Re: [PATCH v4 10/14] cpuidle: psci: Prepare to use OS initiated suspend mode... | linux-arm-kernel

quoted

On Fri, 20 Dec 2019 at 11:01, Sudeep Holla [off-list ref] wrote:
On Thu, Dec 19, 2019 at 10:33:34PM +0100, Ulf Hansson wrote:
On Thu, 19 Dec 2019 at 19:01, Sudeep Holla [off-list ref] wrote:
On Thu, Dec 19, 2019 at 04:48:13PM +0100, Ulf Hansson wrote:
On Thu, 19 Dec 2019 at 15:32, Sudeep Holla [off-list ref] wrote:
On Wed, Dec 11, 2019 at 04:43:39PM +0100, Ulf Hansson wrote:
The per CPU variable psci_power_state, contains an array of fixed values,
which reflects the corresponding arm,psci-suspend-param parsed from DT, for
each of the available CPU idle states.

This isn't sufficient when using the hierarchical CPU topology in DT, in
combination with having PSCI OS initiated (OSI) mode enabled. More
precisely, in OSI mode, Linux is responsible of telling the PSCI FW what
idle state the cluster (a group of CPUs) should enter, while in PSCI
Platform Coordinated (PC) mode, each CPU independently votes for an idle
state of the cluster.

For this reason, introduce a per CPU variable called domain_state and
implement two helper functions to read/write its value. Then let the
domain_state take precedence over the regular selected state, when entering
and idle state.

To avoid executing the above OSI specific code in the ->enter() callback,
while operating in the default PSCI Platform Coordinated mode, let's also
add a new enter-function and use it for OSI.

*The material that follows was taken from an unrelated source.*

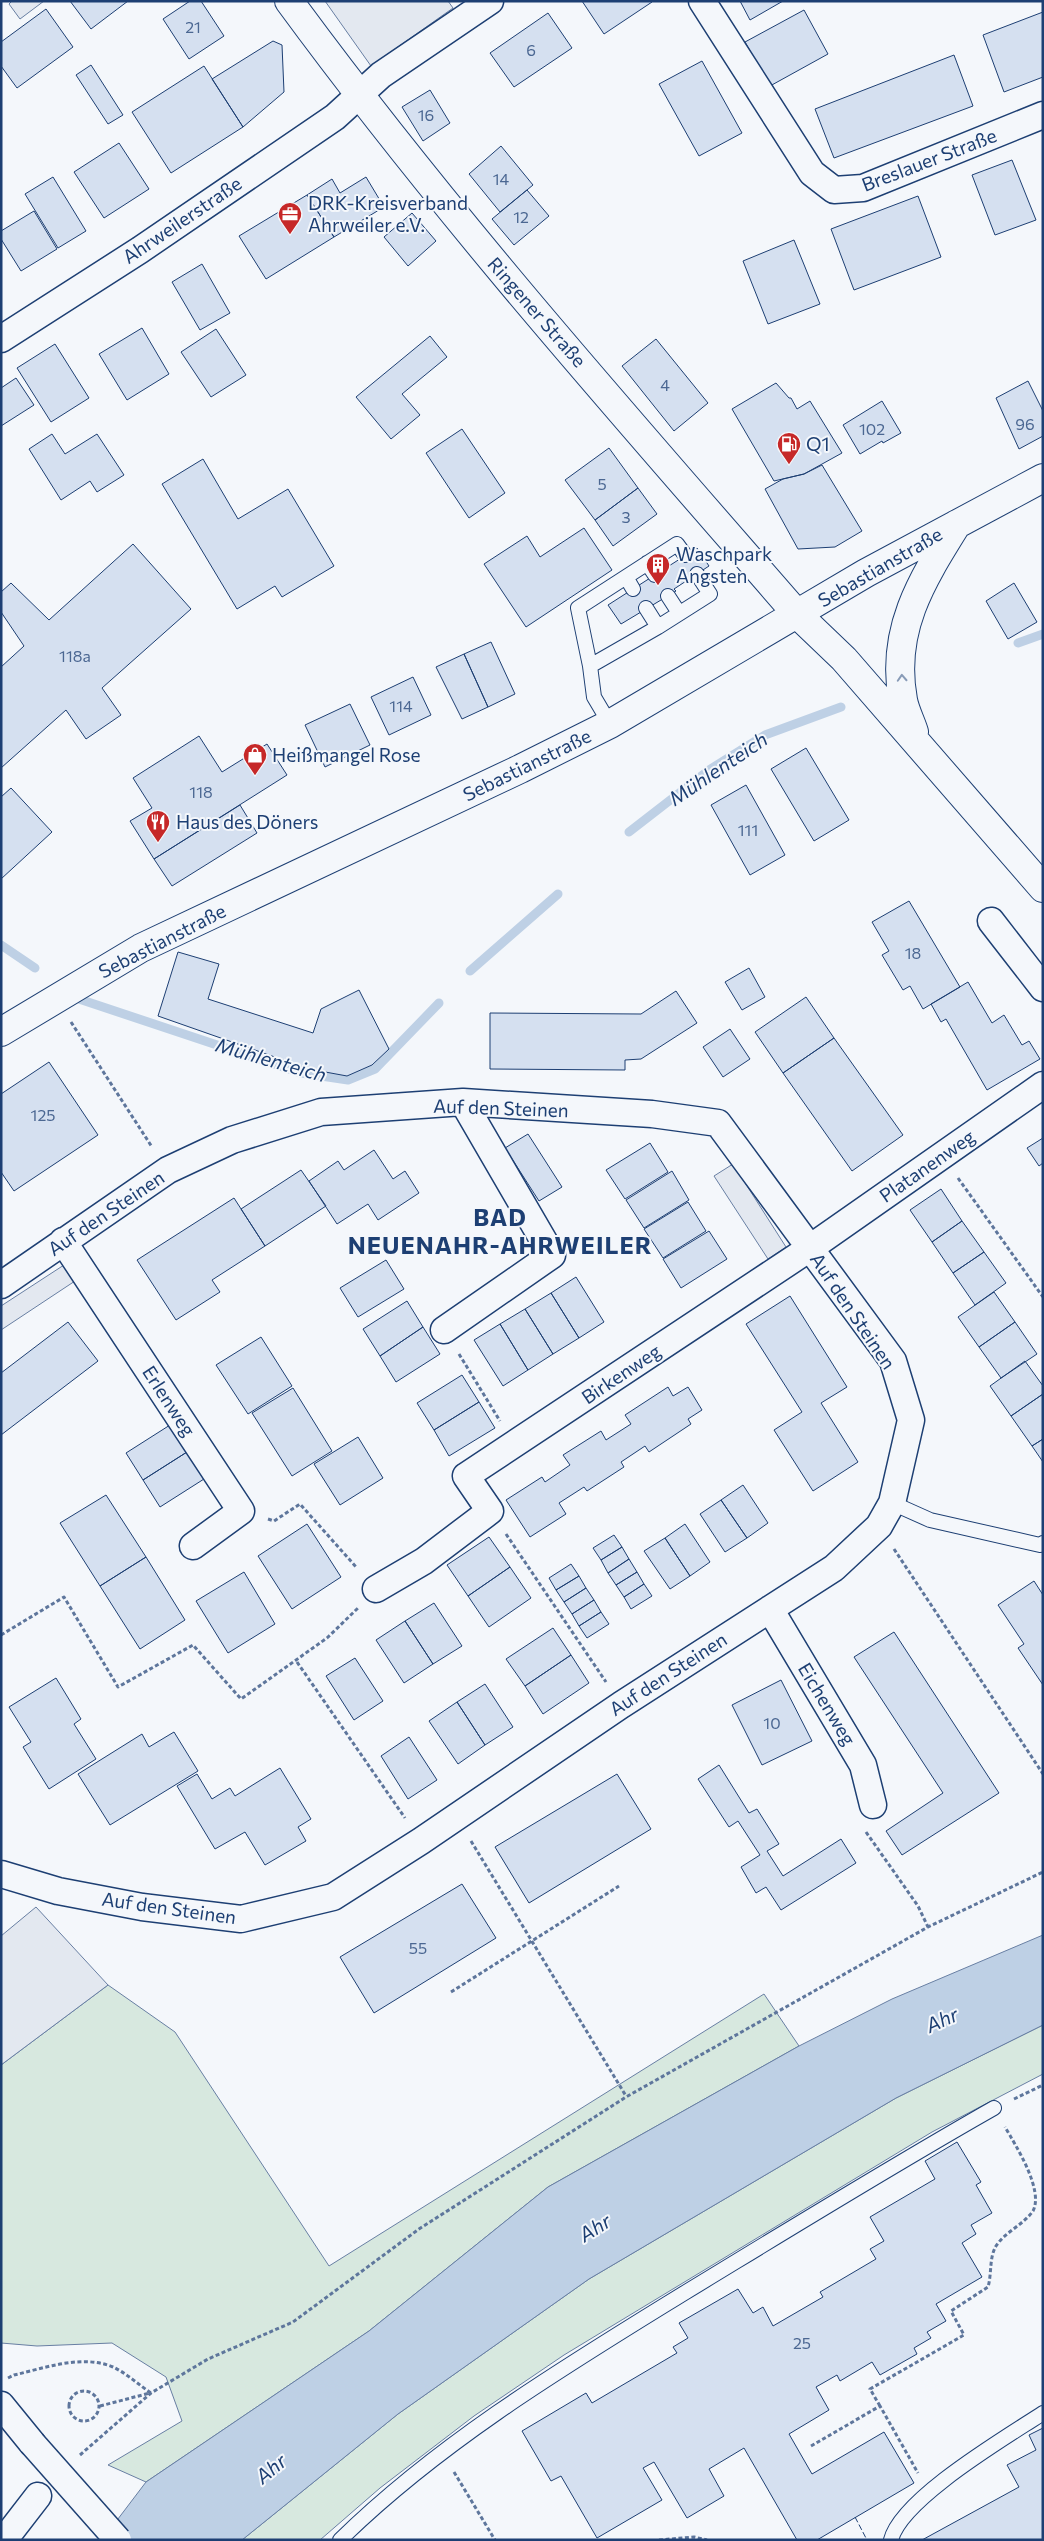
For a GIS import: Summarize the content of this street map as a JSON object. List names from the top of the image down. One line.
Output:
{"streets":{"street":["Breslauer Straße","Ahrweilerstraße","Ringener Straße","Sebastianstraße","Auf den Steinen","Platanenweg","Birkenweg","Erlenweg","Eichenweg"]},"crossings":[["Ahrweilerstraße","Ringener Straße"],["Ringener Straße","Sebastianstraße"],["Auf den Steinen","Platanenweg"],["Auf den Steinen","Birkenweg"],["Auf den Steinen","Erlenweg"],["Auf den Steinen","Eichenweg"],["Platanenweg","Birkenweg"]],"districts":["BAD NEUENAHR-AHRWEILER"],"water":["Mühlenteich","Ahr"],"places":{"office":["DRK-Kreisverband Ahrweiler e.V."],"fuel station":["Q1"],"building":["Waschpark Angsten"],"shop":["Heißmangel Rose"],"restaurant":["Haus des Döners"]},"house_numbers":["21","6","16","14","12","4","96","102","5","3","118a","114","118","111","18","125","10","55","25"]}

Co-developed-by: Lina Iyer <redacted>
Signed-off-by: Lina Iyer <redacted>
Signed-off-by: Ulf Hansson <redacted>
---

Changes in v4:
      - Rebased on top of earlier changes.
      - Add comment about using the deepest cpuidle state for the domain state
      selection.

---
 drivers/cpuidle/cpuidle-psci.c | 56 ++++++++++++++++++++++++++++++----
 1 file changed, 50 insertions(+), 6 deletions(-)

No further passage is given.